Russia and Ukraine account for nearly a third of global wheat supplies and the lack of exports from Ukraine is contributing to a growing global food crisis.
“With a corridor to be opened from Turkey, there was a demand for this grain to reach their targeted markets. Negotiations are still ongoing,” the person added.
President Tayyip Erdogan’s office did not immediately respond to a request for comment.
Turkey neighbours Ukraine and Russia on the Black Sea and has good relations with both, even as it has condemned the invasion.
Separately, two other people familiar with the matter also confirmed discussions about Turkey helping the grains be shipped out of Ukraine. One of the people said that despite being a NATO member, Turkey was seen as more “neutral” by Russia than other Western members of the alliance.
“Turkey is ready to contribute to a kind of monitoring of these exports from Odesa through the Black Sea because Turkey traditionally is very strong in the Black Sea and they are ready to help,” a senior European diplomat said on Wednesday, speaking on condition of anonymity.
Turkey already has two frigates, two submarines and a half-dozen patrol and fast-attack ships in the Black Sea and much more could be quickly summoned for such a mission, said Yoruk Isik, Istanbul-based head of the Bosphorus Observer consultancy.
It could hypothetically patrol the food corridor routes and also sweep for mines, which Russia and Ukraine accuse each other of having planted.
Meanwhile, U.N. Secretary-General Antonio Guterres, who visited Moscow and Kyiv last month, has been in contact with Russia, Ukraine, Turkey, the United States and the European Union trying to broker what he calls a “package deal” to resume both Ukrainian food exports and Russian food and fertilizer exports.

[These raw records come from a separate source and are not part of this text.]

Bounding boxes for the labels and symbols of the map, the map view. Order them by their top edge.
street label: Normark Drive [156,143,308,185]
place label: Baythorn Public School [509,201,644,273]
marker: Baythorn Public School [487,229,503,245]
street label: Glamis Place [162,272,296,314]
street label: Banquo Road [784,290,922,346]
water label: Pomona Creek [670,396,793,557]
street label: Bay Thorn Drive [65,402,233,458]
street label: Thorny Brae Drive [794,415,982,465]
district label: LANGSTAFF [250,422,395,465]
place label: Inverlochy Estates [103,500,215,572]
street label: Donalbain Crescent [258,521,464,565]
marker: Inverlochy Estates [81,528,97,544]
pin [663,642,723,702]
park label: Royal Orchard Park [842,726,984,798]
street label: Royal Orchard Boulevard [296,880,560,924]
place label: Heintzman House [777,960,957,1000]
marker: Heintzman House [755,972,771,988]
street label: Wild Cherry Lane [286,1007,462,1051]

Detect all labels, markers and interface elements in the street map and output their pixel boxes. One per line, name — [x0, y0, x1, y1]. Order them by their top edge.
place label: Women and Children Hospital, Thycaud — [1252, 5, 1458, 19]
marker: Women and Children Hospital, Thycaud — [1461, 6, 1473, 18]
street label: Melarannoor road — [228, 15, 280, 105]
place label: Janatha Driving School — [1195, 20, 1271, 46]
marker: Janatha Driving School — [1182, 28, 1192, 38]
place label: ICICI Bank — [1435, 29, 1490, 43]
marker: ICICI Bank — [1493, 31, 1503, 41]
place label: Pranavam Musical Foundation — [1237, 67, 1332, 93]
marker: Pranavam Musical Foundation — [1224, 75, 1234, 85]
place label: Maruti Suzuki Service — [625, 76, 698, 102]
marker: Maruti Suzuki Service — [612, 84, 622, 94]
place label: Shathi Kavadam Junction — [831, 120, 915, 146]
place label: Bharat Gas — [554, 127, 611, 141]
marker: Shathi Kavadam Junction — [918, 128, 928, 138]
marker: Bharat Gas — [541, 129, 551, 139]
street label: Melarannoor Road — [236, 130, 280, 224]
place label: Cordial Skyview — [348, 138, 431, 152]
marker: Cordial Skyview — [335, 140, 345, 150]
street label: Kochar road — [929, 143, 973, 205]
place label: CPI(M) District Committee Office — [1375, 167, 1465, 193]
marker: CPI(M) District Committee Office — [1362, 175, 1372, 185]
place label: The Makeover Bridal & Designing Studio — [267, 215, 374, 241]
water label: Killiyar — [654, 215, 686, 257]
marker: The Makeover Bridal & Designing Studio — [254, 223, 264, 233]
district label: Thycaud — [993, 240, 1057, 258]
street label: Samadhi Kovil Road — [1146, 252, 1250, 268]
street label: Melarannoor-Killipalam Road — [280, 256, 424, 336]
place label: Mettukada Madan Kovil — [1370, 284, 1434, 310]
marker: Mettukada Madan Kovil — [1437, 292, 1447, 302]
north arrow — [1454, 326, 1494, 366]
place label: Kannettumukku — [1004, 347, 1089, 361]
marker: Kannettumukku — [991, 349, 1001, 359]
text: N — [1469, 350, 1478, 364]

However, there are many hurdles to any deal, including Russian demands for some sanctions to be lifted in return, the drifting mines, and the prohibitive costs of insuring the maritime route, officials and analysts say.
G7 Leaders Promise $4.5 Billion to Address Global Hunger Caused by War in Ukraine
India’s wheat crisis: Government procurement goals not met, food security ri...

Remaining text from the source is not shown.